The China Civil Engineering Construction Corporation (CCECC) handling the Abuja rail project, yesterday, told the Senate Committee on Federal Capital Territory (FCT) that former President Olusegun Obasanjo awarded the project in 2007 without a design and Memorandum of Understanding (MOU).
Project Manager of the Chinese company, Mr. Etim Abak, also told the lawmakers that the then Minister of FCT and current Governor of Kaduna State, Mallam Nasir el- Rufai, allegedly signed the contract based on uncalculated estimates.
The shocking revelations were made as a sequel to the committee’s discovery that the contract, which stood at 60.67 kilometres, was inflated by $10 million per kilometre.
It was also revealed that the length of the rail project to be constructed was later valued at 45 kilometres, yet the cost of the initial excess value of 15.67 kilometres was not refunded. Consequently, the Senate committee, led by Dino Melaye (APC, Kogi West) has demanded the refund of $195,878,296.74, being the amount for the 15.67 kilometres cut out by the Chinese firm.
Abak, who answered questions from members of the committee when they made an oversight tour to the project site, said the contract was signed by the then FCT Minister without design and MoU, saying it was carried out based on what he simply identified as conceptual design. “The contract was awarded based on conceptual design and estimates were not properly done.
There was no formal design submitted and rail bridges and crossover bridges were not captured in the contract,” he said. Melaye, while speaking at the site, said his research showed that the rail project was inflated by over $10 million per kilometre, wondering why such corrupt act was perpetrated by the handlers of the project.
Melaye, who noted that the contract sum for the project was $841,645,898, while project completion period was 48 months and the scope of work, 60.67km standard gauge, with double railway tracks and associated permanent way within FCT, said that the whole project was shrouded in fraud.
He wondered why the project, which length initially stood at 60.67 kilometres, was later reduced to 45.245 kilometres without reduction in the cost of the project.
He said: “Now, you have reduced the length of the kilometre standard gauge from 60.67 kilometres to 45.245 kilometres. Meanwhile, there is no concomitant reduction if you juxtapose the length of kilometres and the reduction in terms of the cost.
“If we are to spend $841 million for 60.67 kilometres and now you have reduced to 45.245 kilometres and the only reduction in terms of monetary value is from $841.6 million to $823 million and with reduction of just about $17 million, that to me is not commensurate to the reduction in terms of length,” he added.
“The Federal Government has, so far, invested $31.5 billion and another $7.6 billion dollars from the SURE-P fund and if you put these together, we have altogether $39.1 billion invested in the rail project, leaving the balance of $113. 233,155.32.
“If you look at this, I would want to say that I did a personal research and looked at rail construction of the same specifics, of the same technology across the globe and one cannot but complain that this railway project in Nigeria is on a very high side.”

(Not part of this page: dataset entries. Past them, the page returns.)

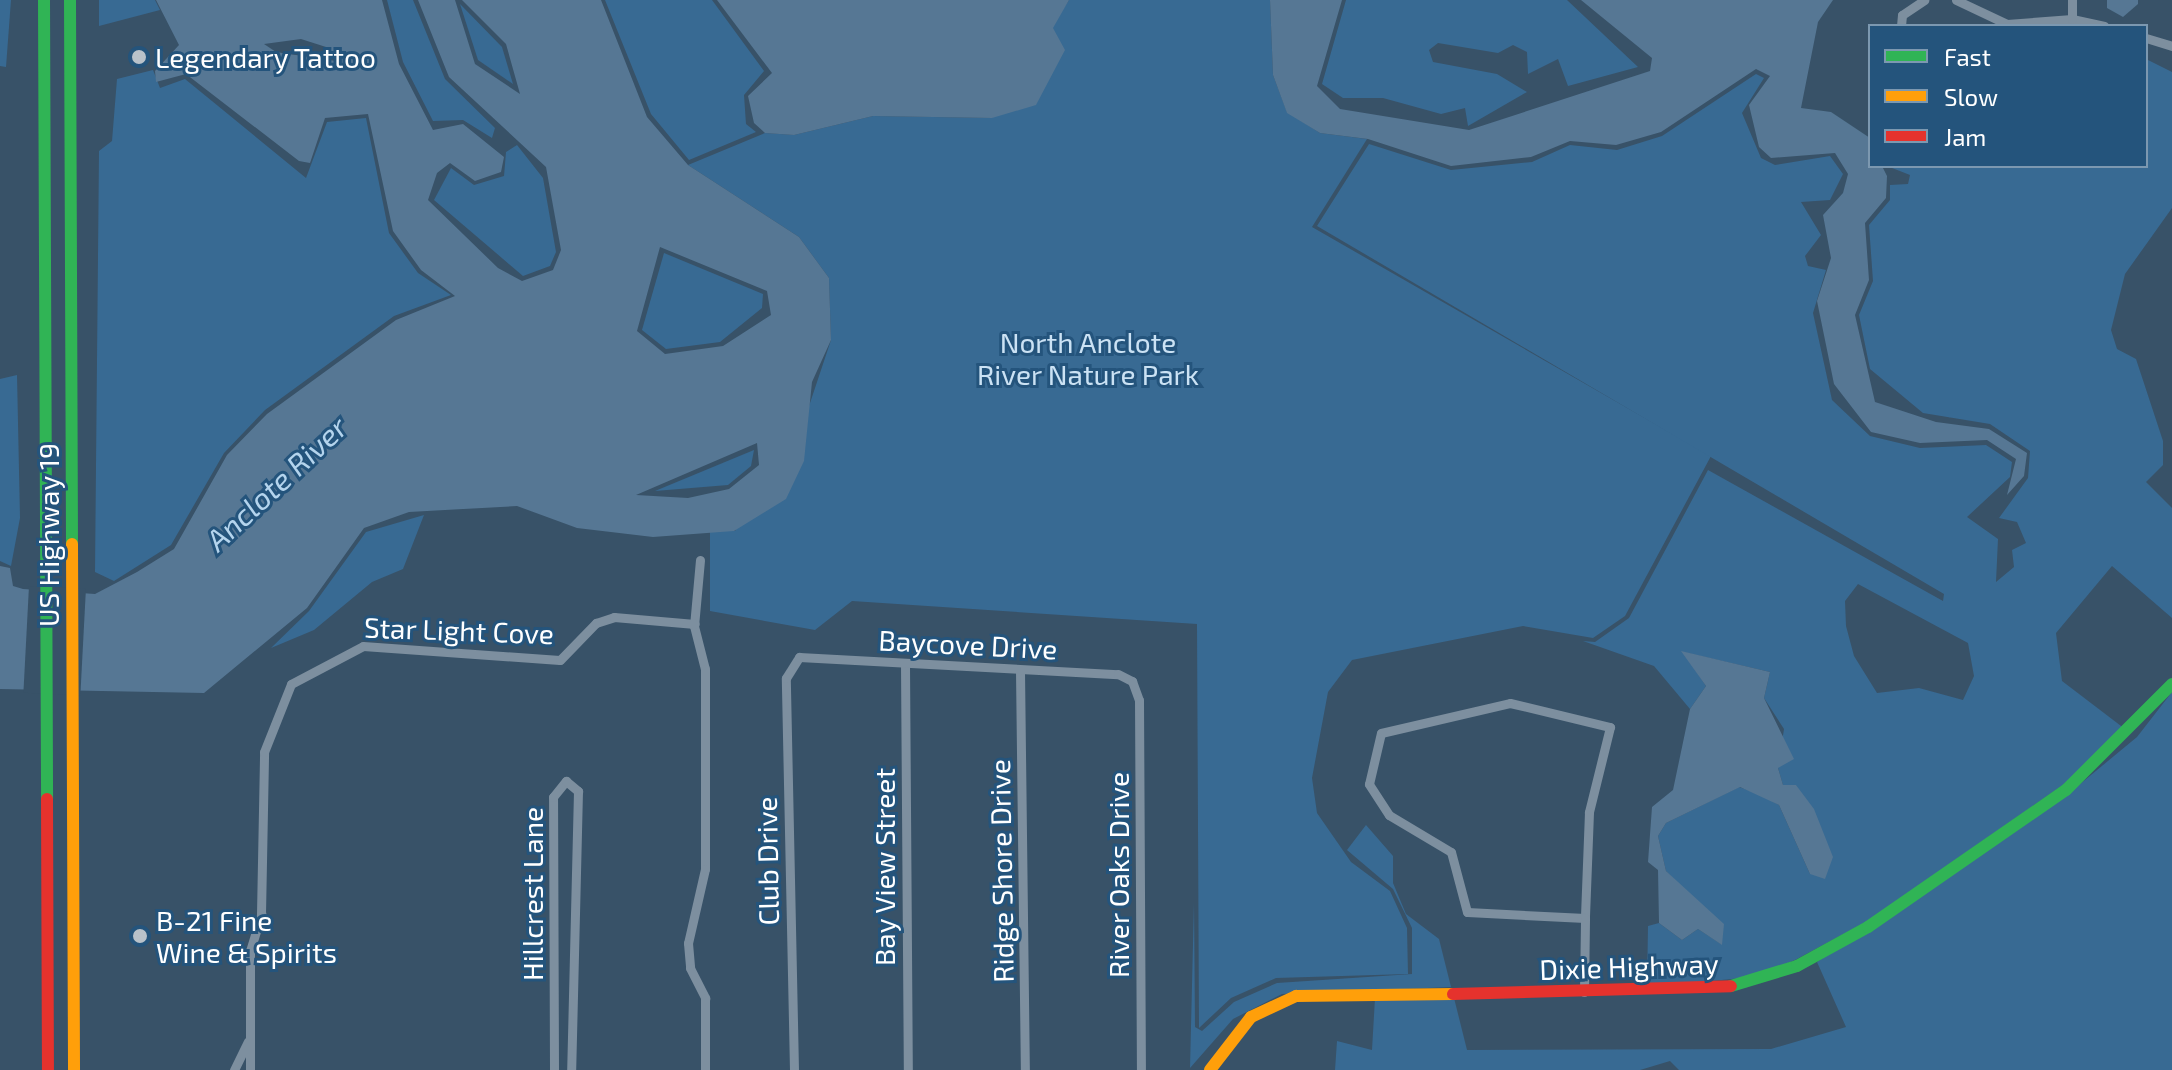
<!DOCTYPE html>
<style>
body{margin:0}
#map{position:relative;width:2172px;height:1070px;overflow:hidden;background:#385268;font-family:"Exo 2",sans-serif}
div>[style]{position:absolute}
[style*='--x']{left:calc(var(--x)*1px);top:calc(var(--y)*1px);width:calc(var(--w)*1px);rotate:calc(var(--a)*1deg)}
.green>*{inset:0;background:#386a93}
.water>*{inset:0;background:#567794}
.pier>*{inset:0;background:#385268;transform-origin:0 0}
.street>*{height:9px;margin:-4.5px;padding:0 4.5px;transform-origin:4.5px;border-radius:4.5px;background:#7d8f9f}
.fast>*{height:12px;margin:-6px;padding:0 6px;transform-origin:6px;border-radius:6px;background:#30b455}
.slow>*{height:12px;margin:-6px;padding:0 6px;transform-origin:6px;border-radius:6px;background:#ff9f0a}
.jam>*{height:12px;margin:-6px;padding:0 6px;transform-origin:6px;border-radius:6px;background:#e5322d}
.dots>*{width:22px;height:22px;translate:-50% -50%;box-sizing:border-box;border:4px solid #24547c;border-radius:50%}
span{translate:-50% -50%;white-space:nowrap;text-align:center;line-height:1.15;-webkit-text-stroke:6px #24547c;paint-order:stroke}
.poi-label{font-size:28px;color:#fff}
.left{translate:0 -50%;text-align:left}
.park-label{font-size:28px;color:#cbe2f4}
.street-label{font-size:28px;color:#fff}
.water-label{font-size:30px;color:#b4d4ed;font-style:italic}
.legend{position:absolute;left:1868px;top:24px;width:280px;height:144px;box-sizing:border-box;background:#24547c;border:2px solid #7c98b0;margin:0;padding:10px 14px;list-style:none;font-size:24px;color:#fff}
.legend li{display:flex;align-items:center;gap:16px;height:40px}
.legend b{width:40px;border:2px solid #7c98b0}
</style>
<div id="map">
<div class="green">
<div style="clip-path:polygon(0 0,11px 0,6px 67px,0 66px)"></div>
<div style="clip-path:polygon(99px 0,155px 0,160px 10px,99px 26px)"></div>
<div style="clip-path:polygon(387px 0,413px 0,445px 79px,495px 128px,492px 138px,463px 120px,433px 121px,403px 62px)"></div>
<div style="clip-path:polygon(605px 0,712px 0,764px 71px,744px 95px,746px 124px,756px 132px,689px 160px,651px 114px)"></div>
<div style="clip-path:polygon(1069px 0,1270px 0,1273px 75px,1287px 112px,1320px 133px,1367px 139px,1312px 227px,1711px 456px,1625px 616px,1593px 638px,1523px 626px,1352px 660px,1328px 692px,1312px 778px,1317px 813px,1351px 862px,1390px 891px,1407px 928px,1408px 974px,1276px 978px,1231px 998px,1199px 1028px,1197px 624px,852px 601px,815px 630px,710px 611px,710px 530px,735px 531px,808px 409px,831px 340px,829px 278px,799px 237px,688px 165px,765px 133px,794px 135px,873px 116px,992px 118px)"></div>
<div style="clip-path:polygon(1346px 0,1567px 0,1638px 67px,1568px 86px,1558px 59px,1528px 74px,1527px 52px,1513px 45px,1498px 53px,1438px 43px,1429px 50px,1433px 62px,1497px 74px,1527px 92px,1468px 126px,1465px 108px,1441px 114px,1383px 98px,1343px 98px,1322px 84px)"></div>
<div style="clip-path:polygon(460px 4px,502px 47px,513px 84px,478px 60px)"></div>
<div style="clip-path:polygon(evenodd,2146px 59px,2172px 72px,2172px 208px,2125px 274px,2111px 330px,2117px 349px,2136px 359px,2163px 441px,2163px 465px,2146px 482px,2172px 508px,2172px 618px,2112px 566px,2056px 633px,2062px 681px,2125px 729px,2063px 785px,1866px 922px,1795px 960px,1753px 977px,1647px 987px,1648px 926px,1659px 923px,1682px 940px,1698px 929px,1721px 944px,1712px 919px,1666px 871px,1658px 836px,1666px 823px,1739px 787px,1759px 794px,1779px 805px,1810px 874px,1796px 785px,1783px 785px,1778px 768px,1784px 729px,1764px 698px,1770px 672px,1683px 652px,1706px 686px,1690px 709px,1654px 666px,1583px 641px,1595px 642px,1629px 618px,1708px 470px,1943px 601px,1944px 594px,1317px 226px,1369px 144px,1451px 170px,1532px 162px,1570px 145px,1617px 150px,1662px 136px,1756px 74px,1764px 78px,1742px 113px,1761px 158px,1775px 165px,1830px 156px,1843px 174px,1830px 200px,1801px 202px,1821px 235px,1805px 256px,1808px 266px,1826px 270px,1813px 313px,1832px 400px,1870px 436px,1920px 448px,1986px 445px,2012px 462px,2010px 477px,1967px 517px,1998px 539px,1996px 582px,2014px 567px,2012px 550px,2026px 543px,2017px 522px,1999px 518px,2028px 478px,2030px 451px,1990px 424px,1923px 413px,1870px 369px,1859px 315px,1873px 281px,1869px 225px,1890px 200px,1890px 185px,1908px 184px,1910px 175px,1887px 166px,2146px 166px,2146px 59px,1858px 584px,1968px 643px,1974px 676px,1963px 700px,1919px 688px,1877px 693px,1854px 656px,1846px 626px,1845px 601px,1858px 584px)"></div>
<div style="clip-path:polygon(153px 70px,160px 88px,185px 79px,306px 178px,327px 122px,366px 118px,389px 233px,418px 273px,451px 295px,394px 316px,265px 410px,224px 453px,171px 545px,114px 581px,95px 572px,99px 151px,112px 141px,117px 79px)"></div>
<div style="clip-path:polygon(517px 145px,543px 178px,556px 252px,550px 266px,523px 276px,434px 200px,451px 168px,474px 185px,504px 176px,506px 152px)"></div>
<div style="clip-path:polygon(664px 253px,763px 294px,762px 308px,720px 342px,666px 349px,642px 330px)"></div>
<div style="clip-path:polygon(17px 375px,20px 518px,11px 566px,0 561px,0 379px)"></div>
<div style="clip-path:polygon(754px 450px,751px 466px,728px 485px,655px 491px)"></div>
<div style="clip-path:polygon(424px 515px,403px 569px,372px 582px,314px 630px,271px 648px,309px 611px,366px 532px)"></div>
<div style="clip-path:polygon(2172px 692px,2172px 1070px,1679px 1070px,1670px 1061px,1640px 1070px,1335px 1070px,1337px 1041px,1372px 1050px,1375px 998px,1454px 998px,1467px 1050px,1771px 1049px,1846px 1027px,1817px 962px,2068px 794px,2137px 737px)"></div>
<div style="clip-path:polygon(1366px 825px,1393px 856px,1393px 883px,1406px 914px,1439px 939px,1451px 987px,1282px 994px,1233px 1019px,1190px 1068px,1194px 902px,1195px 1027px,1202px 1031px,1234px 1002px,1277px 983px,1412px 974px,1412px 928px,1393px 889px,1347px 850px)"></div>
</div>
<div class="water">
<div style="clip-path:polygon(evenodd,156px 0,382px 0,399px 64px,433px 130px,463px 124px,504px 157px,501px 172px,475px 181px,450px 163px,437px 173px,428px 200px,498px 268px,522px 281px,553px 270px,561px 250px,546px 167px,449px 77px,418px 0,455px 0,475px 64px,520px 94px,506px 44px,462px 0,601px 0,647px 117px,688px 165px,799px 237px,829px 278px,831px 340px,812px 382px,804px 461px,786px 499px,734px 531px,653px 537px,577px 528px,517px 506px,409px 512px,364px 528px,307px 608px,204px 693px,0 689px,0 566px,10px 568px,13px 586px,23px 589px,95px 594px,137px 572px,174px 549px,227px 455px,267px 414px,396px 320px,455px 296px,421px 270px,393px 231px,368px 114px,325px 118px,310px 163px,299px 161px,186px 74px,156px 82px,155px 71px,179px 45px,156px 0,301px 39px,326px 47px,336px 61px,276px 52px,264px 44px,301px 39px,156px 0,660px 247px,767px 291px,771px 315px,723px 346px,665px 354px,637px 331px,660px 247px,156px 0,757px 443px,759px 465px,729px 489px,688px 498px,636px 495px,757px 443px)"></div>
<div style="clip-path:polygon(717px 0,1069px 0,1053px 28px,1065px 50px,1036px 105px,992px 118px,873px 116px,794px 135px,765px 133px,754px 123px,748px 96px,772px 73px)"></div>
<div style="clip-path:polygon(1270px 0,1342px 0,1317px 86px,1340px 109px,1469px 130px,1650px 71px,1652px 58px,1581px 0,1833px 0,1818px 22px,1801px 108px,1831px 112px,1870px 138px,1870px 166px,1882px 166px,1887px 176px,1886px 198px,1865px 223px,1869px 280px,1855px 315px,1875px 402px,1936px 422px,1989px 429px,2027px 453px,2024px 476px,2007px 495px,2016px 459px,1987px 440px,1920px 443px,1871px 432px,1834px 384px,1817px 301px,1831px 258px,1823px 215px,1843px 193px,1848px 174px,1835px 153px,1771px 158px,1759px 147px,1749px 105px,1770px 76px,1756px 69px,1661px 132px,1616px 145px,1570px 141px,1531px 157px,1451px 166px,1368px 139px,1320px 133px,1287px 113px,1273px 75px)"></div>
<div style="clip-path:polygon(2107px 0,2138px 0,2138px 4px,2123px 17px,2107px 8px)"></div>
<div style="clip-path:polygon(1681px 651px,1770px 672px,1764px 698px,1794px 759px,1778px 768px,1783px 785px,1796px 785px,1814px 809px,1833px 857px,1825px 879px,1810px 874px,1779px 805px,1740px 787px,1666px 823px,1658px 836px,1666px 871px,1724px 924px,1722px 945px,1698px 929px,1682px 940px,1659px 923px,1658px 870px,1648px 862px,1652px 807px,1673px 790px,1690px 709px,1706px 686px)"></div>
</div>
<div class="pier">
<div style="left:29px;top:586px;width:57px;height:107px;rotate:3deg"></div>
</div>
<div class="street">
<div style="--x:1956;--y:0;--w:56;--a:25.2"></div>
<div style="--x:2007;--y:24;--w:65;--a:-4.4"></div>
<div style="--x:2072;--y:19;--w:33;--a:12"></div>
<div style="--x:2072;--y:0;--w:19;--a:90"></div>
<div style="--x:1901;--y:26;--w:11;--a:-85"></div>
<div style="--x:1902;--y:15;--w:27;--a:-34"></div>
<div style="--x:2146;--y:38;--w:27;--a:17"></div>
<div style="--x:700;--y:560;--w:66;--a:95.2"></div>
<div style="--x:694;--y:626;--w:44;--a:75.7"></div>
<div style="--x:705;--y:669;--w:200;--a:90"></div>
<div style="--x:705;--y:869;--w:76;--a:102.9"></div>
<div style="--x:688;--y:943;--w:25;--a:85"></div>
<div style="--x:690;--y:968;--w:34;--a:63"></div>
<div style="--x:705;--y:998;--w:72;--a:90"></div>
<div style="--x:905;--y:664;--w:406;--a:89.6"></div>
<div style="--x:1020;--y:671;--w:399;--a:89.3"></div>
<div style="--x:1510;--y:703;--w:103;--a:13.5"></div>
<div style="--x:1610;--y:727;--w:88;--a:103.9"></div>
<div style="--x:1589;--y:812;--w:106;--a:92.2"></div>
<div style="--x:1585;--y:918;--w:118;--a:-177.1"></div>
<div style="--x:1467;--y:912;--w:62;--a:-104.9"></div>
<div style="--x:1451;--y:852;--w:72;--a:-149.2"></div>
<div style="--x:1389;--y:815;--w:37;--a:-123"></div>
<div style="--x:1369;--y:784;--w:52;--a:-76.8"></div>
<div style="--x:1381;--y:733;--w:132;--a:-13.1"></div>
<div style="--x:1584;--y:992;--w:74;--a:-89.2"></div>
<div style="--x:234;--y:1070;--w:32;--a:-64"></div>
<div style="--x:250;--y:1070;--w:119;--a:-90"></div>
<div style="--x:250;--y:951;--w:39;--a:-73"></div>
<div style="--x:261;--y:914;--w:162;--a:-88.9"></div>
<div style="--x:264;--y:752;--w:73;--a:-68.3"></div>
<div style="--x:291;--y:684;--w:81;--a:-27.8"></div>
<div style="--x:363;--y:646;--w:197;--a:4.1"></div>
<div style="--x:560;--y:660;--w:52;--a:-45.8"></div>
<div style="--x:596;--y:623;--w:19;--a:-18"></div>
<div style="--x:614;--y:617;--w:81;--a:4.9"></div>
<div style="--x:554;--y:1070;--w:273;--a:-90.2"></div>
<div style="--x:553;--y:797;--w:21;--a:-51"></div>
<div style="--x:566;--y:781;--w:16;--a:40"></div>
<div style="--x:578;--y:791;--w:279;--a:91.4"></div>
<div style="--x:794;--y:1070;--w:392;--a:-91.2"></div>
<div style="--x:786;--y:678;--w:25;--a:-58"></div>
<div style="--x:799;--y:657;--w:319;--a:3.1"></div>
<div style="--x:1118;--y:674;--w:16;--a:27"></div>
<div style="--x:1132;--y:681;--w:20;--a:70"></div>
<div style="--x:1139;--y:700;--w:370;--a:89.7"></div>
</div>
<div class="fast">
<div style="--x:44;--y:0;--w:799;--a:89.78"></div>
<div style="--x:70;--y:0;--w:544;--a:89.79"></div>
<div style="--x:1731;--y:986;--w:69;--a:-16.9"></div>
<div style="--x:1797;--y:966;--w:81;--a:-28.8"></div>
<div style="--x:1868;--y:927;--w:241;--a:-34.7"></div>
<div style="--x:2066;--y:790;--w:150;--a:-45"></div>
</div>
<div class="slow">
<div style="--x:72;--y:544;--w:526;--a:89.78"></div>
<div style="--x:1210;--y:1070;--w:67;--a:-52.3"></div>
<div style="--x:1251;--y:1017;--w:50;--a:-25"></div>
<div style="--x:1296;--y:996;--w:157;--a:-0.7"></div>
</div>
<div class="jam">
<div style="--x:47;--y:799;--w:271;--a:89.8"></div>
<div style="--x:1453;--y:994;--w:278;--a:-1.6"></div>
</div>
<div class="dots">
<div style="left:139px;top:57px;background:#b9c2ca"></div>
<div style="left:140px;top:936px;background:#b9c2ca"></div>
</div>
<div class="poi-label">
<span class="left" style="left:155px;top:57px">Legendary Tattoo</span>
<span class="left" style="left:156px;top:936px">B-21 Fine<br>Wine &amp; Spirits</span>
</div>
<div class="park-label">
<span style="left:1088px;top:358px">North Anclote<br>River Nature Park</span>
</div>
<div class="street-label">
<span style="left:48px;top:535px;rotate:-90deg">US Highway 19</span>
<span style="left:459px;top:630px;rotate:2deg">Star Light Cove</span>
<span style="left:968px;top:644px;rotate:3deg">Baycove Drive</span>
<span style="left:767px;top:861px;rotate:-91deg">Club Drive</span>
<span style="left:884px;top:867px;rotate:-90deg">Bay View Street</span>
<span style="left:1001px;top:871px;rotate:-91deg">Ridge Shore Drive</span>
<span style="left:1118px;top:875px;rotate:-90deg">River Oaks Drive</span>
<span style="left:532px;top:894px;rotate:-90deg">Hillcrest Lane</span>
<span style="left:1629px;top:966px;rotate:-2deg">Dixie Highway</span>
</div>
<div class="water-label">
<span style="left:276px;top:483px;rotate:-43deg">Anclote River</span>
</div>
<ul class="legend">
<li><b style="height:10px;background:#30b455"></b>Fast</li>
<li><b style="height:10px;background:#ff9f0a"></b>Slow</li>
<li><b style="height:10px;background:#e5322d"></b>Jam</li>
</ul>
</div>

He expressed concern that it was costing the Federal Government so much to construct a railway of just 45 kilometres unlike the construction of the same specifics across the globe. The senator also queried the rationale behind government’s loan of $500 million from Exim Bank of China for the project, saying the money the Federal Government had so far injected into the project was far enough to execute the entire project.
“From my own calculation, in fact, from my comparison with other rail projects across the world, the Federal Government’s investment in this project is enough to execute the project without taking a loan as high as $500 million from China,” he said.
Melaye said that he had done enough research on the rail project and found that it was the costliest all over the world. “From our research and it’s very simple, the world is now a global village. As you are sitting here now, on your phone you can google, even in India and Egypt.
Fortunately, one of those projects in Zambia was also done by this same company, CCECC. “We have six countries and the average cost per kilometre, none is above $4 million per kilometre. Why is the Nigerian project costing $13.8 million per kilometer?” he asked.